San Francisco became the first city to boycott Indiana after the law was passed, with San Fran mayor, Ed Lee saying on Thursday that the city will not use taxpayer money to fund any city employees’ trips to the Midwestern state.
Cook says in his piece that the legislation passed in Indiana, and a similar law in Arkansas, will allow individuals to, ‘cite their personal religious beliefs to refuse service to a customer or resist a state nondiscrimination law.’
He goes on to point out that while he considers the law in Indiana dangerous, some others are even more ‘transparent in their effort to discriminate’, such as proposed legislation in Texas that would, ‘strip the salaries and pensions of clerks who issue marriage licenses to same-sex couples.’
‘These bills rationalize injustice by pretending to defend something many of us hold dear,’ he says. ‘They go against the very principles our nation was founded on, and they have the potential to undo decades of progress toward greater equality.
‘America’s business community recognized a long time ago that discrimination, in all its forms, is bad for business.
‘At Apple, we are in business to empower and enrich our customers’ lives. We strive to do business in a way that is just and fair. That’s why, on behalf of Apple, I’m standing up to oppose this new wave of legislation — wherever it emerges.’
Cook goes on to say that he has great respect for religion freedom, saying that he was baptized in a Baptist church as a child and remembers growing up in South in the 1960s and 1970s: ‘Discrimination isn’t something that’s easy to oppose. It doesn’t always stare you in the face. It moves in the shadows. And sometimes it shrouds itself within the very laws meant to protect us.’
He goes on to say that men and women died defending to protect the US’s founding principles of freedom and equality, and that such ideals must be protected.

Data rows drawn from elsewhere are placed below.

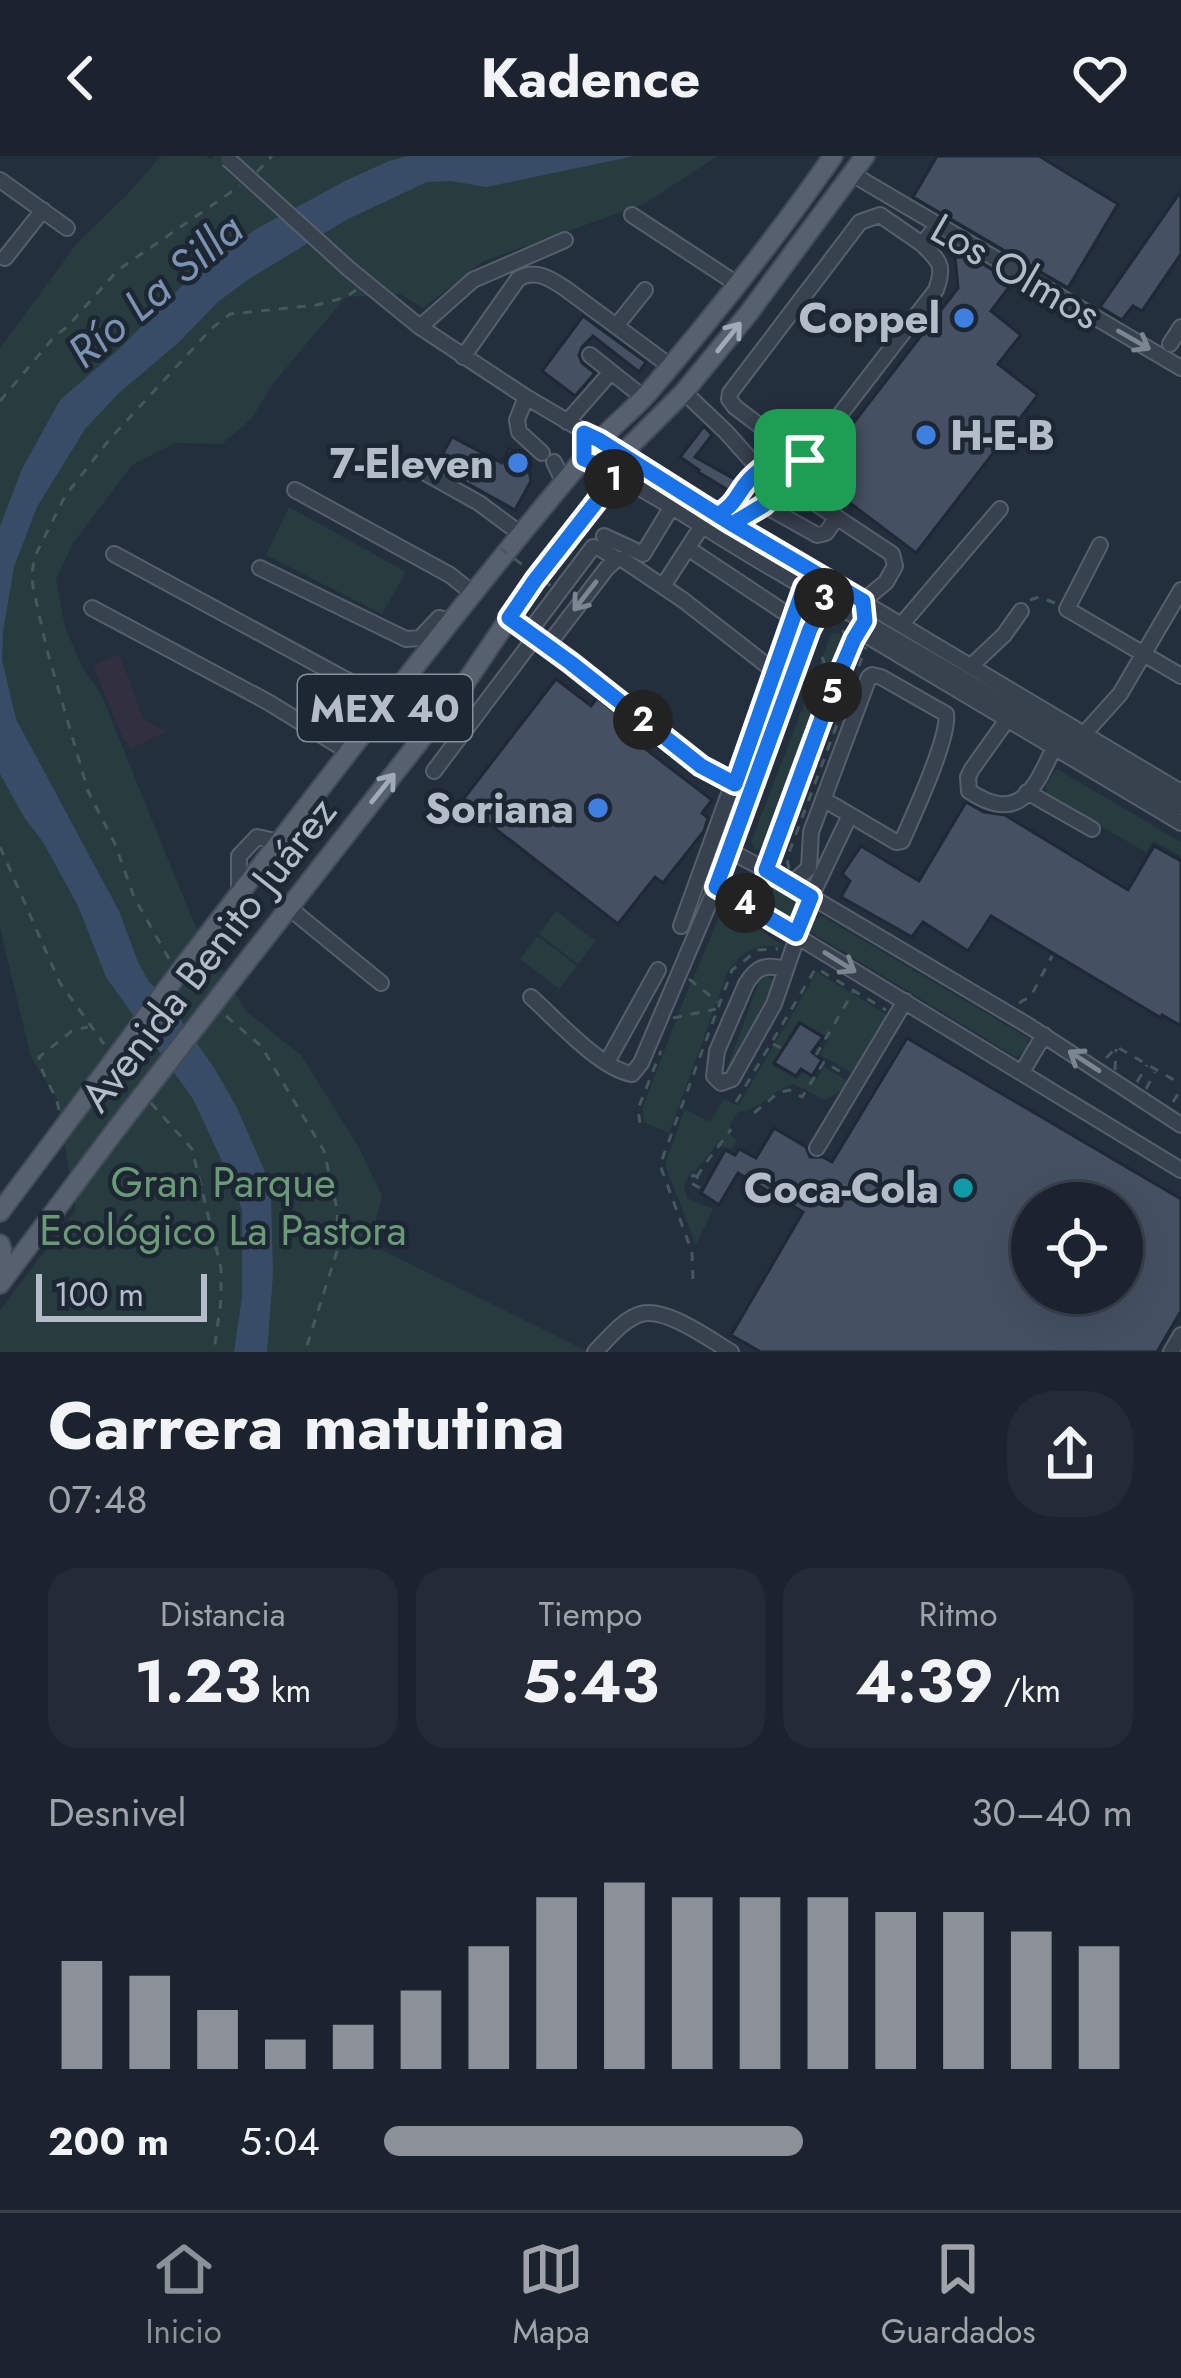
<!DOCTYPE html>
<html lang="es">
<head>
<meta charset="utf-8">
<style>
  body { margin:0; font-family:Jost,sans-serif; background:#242b36; color:#f1f3f6; height:100vh; display:flex; flex-direction:column; font-size:45px; white-space:nowrap }
  * { box-sizing:border-box; margin:0 }
  p { font-size:39px; color:#a0a4aa }
  .icon { flex:none; width:66px; height:66px; fill:none; stroke:currentColor; stroke-width:2; stroke-linecap:round; stroke-linejoin:round }
  .map { position:relative; height:1196px; overflow:hidden }
  .panel { display:flex; flex-direction:column; background:#1b232e; flex:1 }
  .panel>* { flex:none }
  .controls { position:absolute; left:1011px; top:1026px; display:grid; gap:24px }
  .controls a { display:grid; place-items:center; width:132px; height:132px; border-radius:50%; background:#1b232e; box-shadow:0 12px 48px #0002,0 0 0 3px #39404a; font-size:60px }
  .scale { position:absolute; left:36px; bottom:30px; width:171px; box-sizing:border-box; padding-left:12px; border:6px solid #b4bcc9; border-top:0; font-size:33px; line-height:42px; white-space:nowrap; color:#b4bcc9; -webkit-text-stroke:9px #1d2633; paint-order:stroke }
  .pin { position:absolute; display:grid; place-items:center; width:102px; height:102px; color:#fff; margin:-51px; border-radius:24px; box-shadow:0 6px 18px #0006 }
  .km { position:absolute; width:60px; height:60px; margin:-30px; border-radius:50%; background:#222; color:#fff; font-size:33px; line-height:60px; text-align:center }
  .round { display:grid; place-items:center; flex:none; width:126px; height:126px; border-radius:48px; background:#242b36 }
  .overview { display:flex; align-items:center; justify-content:space-between; height:204px; padding:0 48px }
  h1 { font-size:66px; font-weight:700; line-height:90px }
  .metrics { display:grid; grid-template-columns:repeat(3,1fr); gap:18px; height:204px; padding:12px 48px }
  .metrics div { display:grid; align-content:center; border-radius:30px; background:#242b36; text-align:center }
  .metrics b { font-size:60px; font-weight:700 }
  .metrics small { font-size:33px; font-weight:400 }
  .metrics p { font-size:33px }
  .chart { height:336px; padding:24px 48px }
  .chart p { display:flex; justify-content:space-between }
  .chart svg { width:100%; height:216px; margin-top:12px; stroke:#8c9099; stroke-width:6 }
  ul { padding:0 48px; list-style:none; font-size:39px }
  li { display:grid; grid-template-columns:192px 144px 1fr; align-items:center; height:90px }
  li i { height:30px; border-radius:15px; background:#8c9099 }
  header { display:flex; justify-content:space-between; align-items:center; height:156px; padding:0 48px; background:#1b232e; font-size:54px; font-weight:700 }
  .menu { display:flex; justify-content:space-around; align-items:center; height:168px; border-top:3px solid #39404a; background:#1b232e; font-size:33px; color:#a0a4aa }
  .menu a { display:grid; justify-items:center; gap:6px }
  .menu .active { color:#8c9099 }
  .map>svg:first-child { display:block }
  .medical { fill:#32303f }
  .green { fill:#263c3f }
  .water { fill:#394c67 }
  .building { fill:#455162; stroke:#1f2835; stroke-width:3; fill-rule:evenodd }
  .lines { fill:none; stroke-linecap:round; stroke-linejoin:round }
  .minor-casing { stroke:#565f6c; stroke-width:18 }
  .major-casing { stroke:#414a57; stroke-width:22 }
  .path { stroke:#44595c; stroke-width:3; stroke-dasharray:9 9; stroke-linecap:butt }
  .minor { stroke:#38414e; stroke-width:14 }
  .major { stroke:#56606e; stroke-width:18 }
  .minor-bridge-casing { stroke:#565f6c; stroke-width:18; stroke-linecap:butt }
  .major-bridge-casing { stroke:#414a57; stroke-width:22; stroke-linecap:butt }
  .path-bridge { stroke:#44595c; stroke-width:3; stroke-dasharray:9 9; stroke-linecap:butt }
  .minor-bridge { stroke:#38414e; stroke-width:14 }
  .major-bridge { stroke:#56606e; stroke-width:18 }
  .oneway { stroke:#a1aab7 }
  .oneway2 { stroke:#7c8592 }
  .route-casing { stroke:#fff; stroke-width:24 }
  .route { stroke:#1a73e8; stroke-width:15 }
  .shop-dot { fill:#3f7fe0; stroke:#1d2633; stroke-width:4.5 }
  .culture-dot { fill:#0f9aa8; stroke:#1d2633; stroke-width:4.5 }
  .labels { text-anchor:middle; stroke-width:9; stroke-linejoin:round; paint-order:stroke }
  .shield { fill:#1d2633; stroke:#878f9c; stroke-width:3 }
  .shield-label { font-size:39px; font-weight:bold; fill:#b4bcc9 }
  .street-label { font-size:42px; fill:#b4bcc9; stroke:#1d2633 }
  .poi-label { font-size:42px; font-weight:bold; fill:#b4bcc9; stroke:#1d2633; text-anchor:end }
  .park-label { font-size:42px; fill:#6b9a76; stroke:#1d2633 }
  .water-label { font-size:45px; font-style:italic; fill:#7c92b1; stroke:#1d2633 }
</style>
</head>
<body>
<header><svg class="icon" aria-label="back" viewBox="0 0 24 24"><path d="M15 5l-7 7 7 7"/></svg>Kadence<svg class="icon" aria-label="heart" viewBox="0 0 24 24"><path d="M12 20l-8-8c-3-5 5-10 8-4 3-6 11-1 8 4z"/></svg></header>
<div class="map">
<svg width="1181" height="1196" viewBox="0 0 1181 1196">
  <rect width="100%" height="100%" fill="#242f3e"/>
  <path class="medical" d="M119,499l25,65 22,11 -35,18 -9,-13 -29,-71z"/>
  <path class="green" d="M161,0h45l5,3 3,-3h504l-74,48 -160,57 -61,47 -23,-14 -54,3 -71,84 -24,38 -29,25 -47,-1 -43,22 -59,78 -17,36 9,48 17,40 19,27 92,227 53,90 55,44 56,89 25,52 -12,48 219,108h-589v-42l76,-100 -19,-111 -26,-42 -31,-129v-580l78,-106 51,-49z
    M289,351l117,65 -24,42 -116,-59z
    M840,477l3,9 -76,205 -12,3 -4,-8 80,-208z
    M1057,613l124,73v14l-28,-15 -7,11 -98,-56 -3,-10z
    M777,733l18,10 4,7 -4,11 -6,2 -21,-11 -2,-14 5,-4z
    M724,750l65,44c-28,-9 -43,-3 -61,21l-59,162 -25,-11 -2,-13 43,-112z
    M556,755l40,30 -18,23 -39,-30z
    M822,760l206,122 -1,14 -11,5 -205,-125 2,-12z
    M538,780l39,30 -18,23 -39,-30z
    M817,816l75,46 -35,58 -37,-21 9,-17 -31,-17 -26,44 25,14 5,-7 15,7 7,-12 29,17 -28,16 -31,-16c-21,6 -34,27 -56,28l-8,12 1,12 6,4 -5,9 -16,-4c-6,10 -15,16 -20,27l-5,-1 -7,14 3,13 26,11 -17,36 -31,-80 20,-56 25,13 14,-23 14,7z
    M767,820l11,8 -49,88 -3,-1 34,-92z"/>
  <path class="water" d="M408,0h227l-149,31 -35,-6 -24,1 -81,38 -97,59 -30,22 -42,43 -58,49 -34,36 -48,78 -23,60 -11,65 -1,28 14,59 103,192 19,51 11,20 12,10 54,77 22,39 29,66 5,21 2,79 -6,78h-33l8,-55v-86l-6,-20 -43,-92 -87,-122 -28,-71 -35,-64 -19,-25 -24,-43v-248l22,-57 38,-69 60,-52 62,-62 46,-38 30,-20 89,-48 42,-19z"/>
  <path class="building" d="M937,0h102l79,48 -50,84 -155,-91z
    M1181,35v63l-39,57 -9,-5 -11,14 -22,-13z
    M954,91l59,35 -22,29 30,24 -23,29 40,31 -122,158 -103,-78 145,-187z
    M583,160l63,46 -7,10 -46,-36 -11,11 -3,8 3,8 13,10 -20,23 -33,-25z
    M704,270l8,9 -17,22 41,23 -8,10 -30,-18 1,-2 -19,-13z
    M452,281l50,26 7,-15 18,10 4,23 -16,29 -79,-44z
    M556,523l35,27 6,-8 48,38 -6,8 73,56 -10,13 6,5 -4,13 -41,52 -8,-6 -37,47 -157,-122z
    M966,646l18,10 21,3 123,75 26,-44 27,15v165l-19,-11 -1,3 -170,-102 -23,35 -45,-29 -11,15 -71,-40 9,-16 -8,-7 19,-28 58,35z
    M800,867l23,14 -11,15 10,8 -10,16 -11,-7 -5,7 -22,-13z
    M907,882l274,161v112l-24,41h-396l-30,-17 72,-123 -65,-39 -19,32 -18,-12 24,-43 10,5 4,-6 17,9 18,-30 32,19 4,10h13l9,5zM1032,1047h90v90h-90z"/>
  <g class="lines">
    <g class="minor-casing">
      <path id="minor" d="M852,18l329,194
        M0,24l67,48
        M632,59l105,69
        M5,102l38,-48
        M349,113l71,58 106,70 73,43 103,66 479,286
        M617,169l28,-35
        M420,171l53,-47 92,-40
        M1170,188l11,-17
        M590,199l54,43
        M463,201l55,-78c17,-11 33,0 48,10l104,77
        M684,236l42,40 34,38c-19,17 -21,31 -42,45
        M526,241l-9,23 2,12 23,21
        M567,266l44,-50
        M583,277l1,26c67,31 127,74 191,111 136,78 272,157 406,237
        M805,304l-70,-53 -6,-8 1,-6 130,-171 20,-7 42,29
        M554,306l10,21
        M760,314l13,-8 14,-16
        M427,318l52,29 43,32
        M295,334l155,85 24,19
        M764,349l10,6 22,-16 10,2 86,57 3,12 -9,16 -23,19
        M774,355l43,24 9,-2 11,-16
        M732,369l32,-20 41,-45 131,-170c9,-25 4,-28 -14,-46l16,-19
        M604,380l39,18 28,-46
        M1100,389l-33,64 114,67
        M689,393l104,69
        M114,398l275,149
        M260,412l146,71 14,-1 19,-20 8,2 2,6
        M826,423l-1,20 -15,30 -94,258 465,283
        M663,430l39,-60
        M863,445l2,20 -10,18 -25,57 -64,174 263,156 152,99
        M92,452l176,94 81,50
        M509,462l62,45 130,103 34,18
        M902,468l98,-115
        M859,475l322,192
        M529,476l64,-85 8,2 16,10
        M548,489l59,-77 10,-9h5l61,41 91,71
        M971,510l33,-31 17,-24
        M1009,561l-37,52 -4,8 1,14c52,35 67,-5 87,-48
        M1084,578l36,-40 61,-104
        M434,615l102,-135
        M1027,636l65,37
        M730,695l36,19 -16,37
        M791,728l18,-16 2,-36 58,-155 3,-2 9,2 65,37c4,23 -33,102 -44,127l-6,1 -73,-43
        M239,739v-39l18,-19 23,5
        M288,751l93,76
        M681,770l123,-339
        M786,813c-20,-5 -29,-3 -40,15l-29,67 -3,25 7,7 11,-4 42,-75 37,-107 39,-82
        M531,841c25,22 69,72 101,77l9,-11 75,-176
        M607,906l51,-92
        M1022,916l22,-37
        M817,992l88,-147
        M595,1196c12,-12 28,-33 46,-38 25,-7 68,25 90,38
        M1171,1196l10,-17"/>
    </g>
    <g class="major-casing">
      <path id="major" d="M189,803c134,-173 265,-348 407,-515 16,-18 36,-33 52,-51 65,-76 128,-155 185,-237
        M233,823l233,-297 69,-102 83,-106 4,-20 62,-62 64,-78 117,-158
        M0,1056l84,-112
        M0,1088l2,6 -2,13
        M0,1128l117,-156"/>
    </g>
    <path class="path" d="M257,16l15,-16
      M0,245l54,-64 14,-11 50,-56 122,-84
      M1030,444l9,-3 16,6
      M827,465l17,11
      M822,501l6,15
      M0,691l60,136 44,61
      M789,713l-2,-11 79,-211
      M169,803l-35,-62 -19,-53 -27,-53 -41,-141 -14,-63 -1,-14 3,-17 30,-60 44,-56 102,-111 19,-15 87,-9 29,-8 10,-7
      M689,823l29,23
      M1019,847l12,-7 21,-40
      M226,860l35,30 63,105 13,58 1,39 -33,104
      M673,862l43,-9
      M773,888l10,5
      M816,899l37,-63
      M1106,902l11,-11 64,37
      M1115,914l1,-21
      M1137,926l10,-17
      M1146,933l9,-17
      M736,946l80,-134 70,42
      M1173,946l8,-13
      M151,947l41,46 29,119v32l-7,52
      M59,954c-3,-19 -18,-33 -20,-53l33,-26 16,-4
      M754,957l24,-20 11,-3 13,7 22,-35 22,13
      M640,967l-2,-14 23,-58
      M697,1021c9,-17 23,-31 34,-48
      M700,1032l-11,-6 4,-7 11,6
      M693,1123l-1,-27 -32,-87 72,-195 26,-20 20,-1"/>
    <use href="#minor" class="minor"/>
    <use href="#major" class="major"/>
    <g class="minor-bridge-casing">
      <path id="minor-bridge" d="M228,3l121,110"/>
    </g>
    <g class="major-bridge-casing">
      <path id="major-bridge" d="M84,944l105,-141
        M117,972l116,-149"/>
    </g>
    <path class="path-bridge" d="M500,392l56,42"/>
    <use href="#minor-bridge" class="minor-bridge"/>
    <use href="#major-bridge" class="major-bridge"/>
  </g>
  <defs><path id="oneway-shaft" d="M-6 0H5M1.5-3L5.5 0L1.5 3" fill="none" stroke-width="1.6" stroke-linecap="round" stroke-linejoin="round" transform="scale(3)"/></defs>
  <g class="oneway">
    <use href="#oneway-shaft" transform="translate(729 181) rotate(-51)"/>
    <use href="#oneway-shaft" transform="translate(383 632) rotate(-51)"/>
  </g>
  <g class="oneway2">
    <use href="#oneway-shaft" transform="translate(1134 184) rotate(30)"/>
    <use href="#oneway-shaft" transform="translate(585 440) rotate(128)"/>
    <use href="#oneway-shaft" transform="translate(840 806) rotate(32)"/>
    <use href="#oneway-shaft" transform="translate(1084 905) rotate(-147)"/>
  </g>
  <g class="lines">
    <g class="route-casing">
      <path id="route" d="M805,304l-41,45 -32,19 -133,-84 -15,-7v26l34,15 -83,106 -26,38 62,45 130,103 34,18 69,-197 22,12 -16,30 -94,258 80,47 15,-37 -45,-27 64,-174 24,-57 11,-18 -2,-20 -131,-77 -14,-9c21,-14 17,-20 32,-36 12,-13 26,-19 37,-33l18,14"/>
    </g>
    <use href="#route" class="route"/>
  </g>
  <g class="shop-dot">
    <circle cx="964" cy="162" r="12"/>
    <circle cx="926" cy="279" r="12"/>
    <circle cx="518" cy="307" r="12"/>
    <circle cx="598" cy="652" r="12"/>
  </g>
  <circle class="culture-dot" cx="963" cy="1032" r="12"/>
  <g class="labels">
    <rect class="shield" x="298" y="519" width="174" height="66" rx="9"/>
    <g class="shield-label">
      <text x="385" y="566">MEX 40</text>
    </g>
    <g class="street-label">
      <text transform="translate(1016 115) rotate(30)" y="15">Los Olmos</text>
      <text transform="translate(208 798) rotate(-52)" y="15">Avenida Benito Juárez</text>
    </g>
    <g class="poi-label">
      <text x="940" y="177">Coppel</text>
      <text x="950" y="294" text-anchor="start">H-E-B</text>
      <text x="494" y="322">7-Eleven</text>
      <text x="574" y="667">Soriana</text>
      <text x="939" y="1047">Coca-Cola</text>
    </g>
    <g class="park-label">
      <text x="223" y="1041">Gran Parque<tspan x="223" dy="48">Ecológico La Pastora</tspan></text>
    </g>
    <g class="water-label">
      <text transform="translate(155 134) rotate(-40)" y="16">Río La Silla</text>
    </g>
  </g>
</svg>
<div class="controls">
<a><svg class="icon" aria-label="locate" viewBox="0 0 24 24"><circle cx="12" cy="12" r="6"/><path d="M12 2v4M12 18v4M2 12h4M18 12h4"/></svg></a>
</div>
<div class="scale">100 m</div>
<div class="pin" style="left:805px;top:304px;background:#1e9e55"><svg class="icon" aria-label="arrive" viewBox="0 0 24 24"><path d="M6 21V4h12l-3 4 3 4H6"/></svg></div>
<b class="km" style="left:614px;top:323px">1</b>
<b class="km" style="left:643px;top:564px">2</b>
<b class="km" style="left:824px;top:442px">3</b>
<b class="km" style="left:745px;top:747px">4</b>
<b class="km" style="left:832px;top:536px">5</b>
</div>
<section class="panel">
<div class="overview"><div><h1>Carrera matutina</h1><p>07:48</p></div><a class="round"><svg class="icon" aria-label="share" viewBox="0 0 24 24"><path d="M12 15V3M7 8l5-5 5 5M5 13v7h14v-7"/></svg></a></div>
<div class="metrics">
<div><p>Distancia</p><b>1.23<small> km</small></b></div>
<div><p>Tiempo</p><b>5:43</b></div>
<div><p>Ritmo</p><b>4:39<small> /km</small></b></div>
</div>
<div class="chart"><p><span>Desnivel</span>30–40 m</p>
<svg viewBox="0 0 160 44" preserveAspectRatio="none"><path d="M5 44V22M15 44V25M25 44V32M35 44V38M45 44V35M55 44V28M65 44V19M75 44V9M85 44V6M95 44V9M105 44V9M115 44V9M125 44V12M135 44V12M145 44V16M155 44V19"/></svg>
</div>
<ul>
<li><b>200 m</b>5:04<i style="width:56%"></i></li>
</ul>
</section>
<nav class="menu">
<a class="active"><svg class="icon" aria-label="home" viewBox="0 0 24 24"><path d="M3 11l9-7 9 7M6 9v11h12V9"/></svg>Inicio</a>
<a><svg class="icon" aria-label="map" viewBox="0 0 24 24"><path d="M3 6l6-2 6 2 6-2v14l-6 2-6-2-6 2zM9 4v14M15 6v14"/></svg>Mapa</a>
<a><svg class="icon" aria-label="saved" viewBox="0 0 24 24"><path d="M7 4h10v16l-5-4-5 4z"/></svg>Guardados</a>
</nav>
</body>
</html>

‘The days of segregation and discrimination marked by “Whites Only” signs on shop doors, water fountains and restrooms must remain deep in our past. We must never return to any semblance of that time. America must be a land of opportunity for everyone.’
He ends the moving column by saying that people must be brave in speaking out against the wave of legislation currently being proposed in so many states: ‘This isn’t a political issue. It isn’t a religious issue. This is about how we treat each other as human beings.
‘Opposing discrimination takes courage. With the lives and dignity of so many people at stake, it’s time for all of us to be courageous.’
Cook came out as gay in October 2013. Previous to that, he was reticent to talk about his personal life but has increasingly spoken out on a wide range of issues over recent months.
In December, it was reported that he had made a ‘generous’ personal donation to Human Rights Campaign’s campaign to advance LGBTI rights in the US southern states of Arkansas, Mississippi and his own native Alabama.
Last week, he gave an in-depth interview to Fortune magazine, revealing how he planned to give away the bulk of his personal fortune before his death, and how he felt unprepared for the personal scrutiny that he came under when he took over from Steve Jobs as the head of Apple.
Apple itself is going from strength to strength. The most profitable company in the world, in February it was valued at $744billion, making it twice as big as the world’s second largest company, ExxonMobil. Some commentators have speculated that it could be worth $1trillion before the end of the year.